● **SUPPLIED INFORMATION**:
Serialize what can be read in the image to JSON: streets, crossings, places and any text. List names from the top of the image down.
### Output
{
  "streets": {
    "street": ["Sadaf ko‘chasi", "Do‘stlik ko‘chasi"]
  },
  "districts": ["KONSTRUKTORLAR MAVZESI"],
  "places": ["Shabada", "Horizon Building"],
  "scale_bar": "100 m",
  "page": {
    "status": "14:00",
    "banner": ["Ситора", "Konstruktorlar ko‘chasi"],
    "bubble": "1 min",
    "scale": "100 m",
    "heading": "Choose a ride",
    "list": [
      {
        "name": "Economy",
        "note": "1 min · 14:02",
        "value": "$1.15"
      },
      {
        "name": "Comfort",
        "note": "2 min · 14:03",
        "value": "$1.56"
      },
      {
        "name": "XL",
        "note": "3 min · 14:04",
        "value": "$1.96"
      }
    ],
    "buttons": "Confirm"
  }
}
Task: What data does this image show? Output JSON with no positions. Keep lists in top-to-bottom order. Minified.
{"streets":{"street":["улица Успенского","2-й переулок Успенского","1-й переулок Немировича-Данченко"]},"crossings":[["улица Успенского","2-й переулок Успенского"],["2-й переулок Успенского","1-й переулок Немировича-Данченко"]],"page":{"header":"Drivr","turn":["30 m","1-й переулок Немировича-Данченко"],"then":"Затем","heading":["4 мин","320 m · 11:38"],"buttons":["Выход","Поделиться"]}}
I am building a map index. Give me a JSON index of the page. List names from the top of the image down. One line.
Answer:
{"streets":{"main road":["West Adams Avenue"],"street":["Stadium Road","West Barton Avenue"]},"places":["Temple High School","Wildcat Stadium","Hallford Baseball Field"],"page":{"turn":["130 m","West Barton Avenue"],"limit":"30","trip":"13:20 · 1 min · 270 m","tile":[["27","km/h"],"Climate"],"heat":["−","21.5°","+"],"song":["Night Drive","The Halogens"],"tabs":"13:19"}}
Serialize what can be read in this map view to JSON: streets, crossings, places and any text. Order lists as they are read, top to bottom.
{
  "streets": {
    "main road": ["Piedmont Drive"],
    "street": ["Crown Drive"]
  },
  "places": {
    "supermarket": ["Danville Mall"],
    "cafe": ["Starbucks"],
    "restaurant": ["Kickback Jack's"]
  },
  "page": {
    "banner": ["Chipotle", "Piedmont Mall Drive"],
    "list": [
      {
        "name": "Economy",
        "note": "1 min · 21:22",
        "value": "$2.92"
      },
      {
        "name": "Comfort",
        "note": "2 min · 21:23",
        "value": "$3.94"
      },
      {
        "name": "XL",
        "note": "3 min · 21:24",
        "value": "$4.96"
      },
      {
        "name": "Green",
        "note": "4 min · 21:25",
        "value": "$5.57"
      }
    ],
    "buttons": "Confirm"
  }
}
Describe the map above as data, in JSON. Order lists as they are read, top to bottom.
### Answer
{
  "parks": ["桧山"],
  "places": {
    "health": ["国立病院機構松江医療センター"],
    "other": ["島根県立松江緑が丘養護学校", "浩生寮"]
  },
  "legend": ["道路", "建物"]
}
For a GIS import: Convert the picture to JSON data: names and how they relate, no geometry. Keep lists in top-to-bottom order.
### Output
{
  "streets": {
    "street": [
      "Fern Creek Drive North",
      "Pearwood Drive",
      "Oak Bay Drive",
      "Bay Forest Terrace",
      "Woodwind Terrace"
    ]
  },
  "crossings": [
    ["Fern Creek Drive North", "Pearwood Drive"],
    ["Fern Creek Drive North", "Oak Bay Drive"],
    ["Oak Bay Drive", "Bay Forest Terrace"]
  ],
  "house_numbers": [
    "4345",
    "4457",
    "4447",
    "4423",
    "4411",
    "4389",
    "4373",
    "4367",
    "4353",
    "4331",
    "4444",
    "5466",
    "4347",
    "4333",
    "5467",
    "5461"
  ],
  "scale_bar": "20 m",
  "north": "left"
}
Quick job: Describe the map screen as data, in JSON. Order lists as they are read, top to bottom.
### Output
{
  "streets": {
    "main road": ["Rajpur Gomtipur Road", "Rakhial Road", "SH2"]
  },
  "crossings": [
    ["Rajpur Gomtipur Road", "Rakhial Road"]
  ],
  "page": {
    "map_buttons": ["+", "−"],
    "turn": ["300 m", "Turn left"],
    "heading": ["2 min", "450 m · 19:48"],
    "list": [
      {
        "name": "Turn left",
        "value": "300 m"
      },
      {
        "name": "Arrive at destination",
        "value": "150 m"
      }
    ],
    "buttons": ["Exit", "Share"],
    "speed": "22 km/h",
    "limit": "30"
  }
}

● **WHAT TO WORK ON**: Repeat the material in full. Nothing may differ.

● **RESPONSE AREA**:
Serialize what can be read in the image to JSON: streets, crossings, places and any text. List names from the top of the image down.
### Output
{
  "streets": {
    "street": ["Sadaf ko‘chasi", "Do‘stlik ko‘chasi"]
  },
  "districts": ["KONSTRUKTORLAR MAVZESI"],
  "places": ["Shabada", "Horizon Building"],
  "scale_bar": "100 m",
  "page": {
    "status": "14:00",
    "banner": ["Ситора", "Konstruktorlar ko‘chasi"],
    "bubble": "1 min",
    "scale": "100 m",
    "heading": "Choose a ride",
    "list": [
      {
        "name": "Economy",
        "note": "1 min · 14:02",
        "value": "$1.15"
      },
      {
        "name": "Comfort",
        "note": "2 min · 14:03",
        "value": "$1.56"
      },
      {
        "name": "XL",
        "note": "3 min · 14:04",
        "value": "$1.96"
      }
    ],
    "buttons": "Confirm"
  }
}
Task: What data does this image show? Output JSON with no positions. Keep lists in top-to-bottom order. Minified.
{"streets":{"street":["улица Успенского","2-й переулок Успенского","1-й переулок Немировича-Данченко"]},"crossings":[["улица Успенского","2-й переулок Успенского"],["2-й переулок Успенского","1-й переулок Немировича-Данченко"]],"page":{"header":"Drivr","turn":["30 m","1-й переулок Немировича-Данченко"],"then":"Затем","heading":["4 мин","320 m · 11:38"],"buttons":["Выход","Поделиться"]}}
I am building a map index. Give me a JSON index of the page. List names from the top of the image down. One line.
Answer:
{"streets":{"main road":["West Adams Avenue"],"street":["Stadium Road","West Barton Avenue"]},"places":["Temple High School","Wildcat Stadium","Hallford Baseball Field"],"page":{"turn":["130 m","West Barton Avenue"],"limit":"30","trip":"13:20 · 1 min · 270 m","tile":[["27","km/h"],"Climate"],"heat":["−","21.5°","+"],"song":["Night Drive","The Halogens"],"tabs":"13:19"}}
Serialize what can be read in this map view to JSON: streets, crossings, places and any text. Order lists as they are read, top to bottom.
{
  "streets": {
    "main road": ["Piedmont Drive"],
    "street": ["Crown Drive"]
  },
  "places": {
    "supermarket": ["Danville Mall"],
    "cafe": ["Starbucks"],
    "restaurant": ["Kickback Jack's"]
  },
  "page": {
    "banner": ["Chipotle", "Piedmont Mall Drive"],
    "list": [
      {
        "name": "Economy",
        "note": "1 min · 21:22",
        "value": "$2.92"
      },
      {
        "name": "Comfort",
        "note": "2 min · 21:23",
        "value": "$3.94"
      },
      {
        "name": "XL",
        "note": "3 min · 21:24",
        "value": "$4.96"
      },
      {
        "name": "Green",
        "note": "4 min · 21:25",
        "value": "$5.57"
      }
    ],
    "buttons": "Confirm"
  }
}
Describe the map above as data, in JSON. Order lists as they are read, top to bottom.
### Answer
{
  "parks": ["桧山"],
  "places": {
    "health": ["国立病院機構松江医療センター"],
    "other": ["島根県立松江緑が丘養護学校", "浩生寮"]
  },
  "legend": ["道路", "建物"]
}
For a GIS import: Convert the picture to JSON data: names and how they relate, no geometry. Keep lists in top-to-bottom order.
### Output
{
  "streets": {
    "street": [
      "Fern Creek Drive North",
      "Pearwood Drive",
      "Oak Bay Drive",
      "Bay Forest Terrace",
      "Woodwind Terrace"
    ]
  },
  "crossings": [
    ["Fern Creek Drive North", "Pearwood Drive"],
    ["Fern Creek Drive North", "Oak Bay Drive"],
    ["Oak Bay Drive", "Bay Forest Terrace"]
  ],
  "house_numbers": [
    "4345",
    "4457",
    "4447",
    "4423",
    "4411",
    "4389",
    "4373",
    "4367",
    "4353",
    "4331",
    "4444",
    "5466",
    "4347",
    "4333",
    "5467",
    "5461"
  ],
  "scale_bar": "20 m",
  "north": "left"
}
Quick job: Describe the map screen as data, in JSON. Order lists as they are read, top to bottom.
### Output
{
  "streets": {
    "main road": ["Rajpur Gomtipur Road", "Rakhial Road", "SH2"]
  },
  "crossings": [
    ["Rajpur Gomtipur Road", "Rakhial Road"]
  ],
  "page": {
    "map_buttons": ["+", "−"],
    "turn": ["300 m", "Turn left"],
    "heading": ["2 min", "450 m · 19:48"],
    "list": [
      {
        "name": "Turn left",
        "value": "300 m"
      },
      {
        "name": "Arrive at destination",
        "value": "150 m"
      }
    ],
    "buttons": ["Exit", "Share"],
    "speed": "22 km/h",
    "limit": "30"
  }
}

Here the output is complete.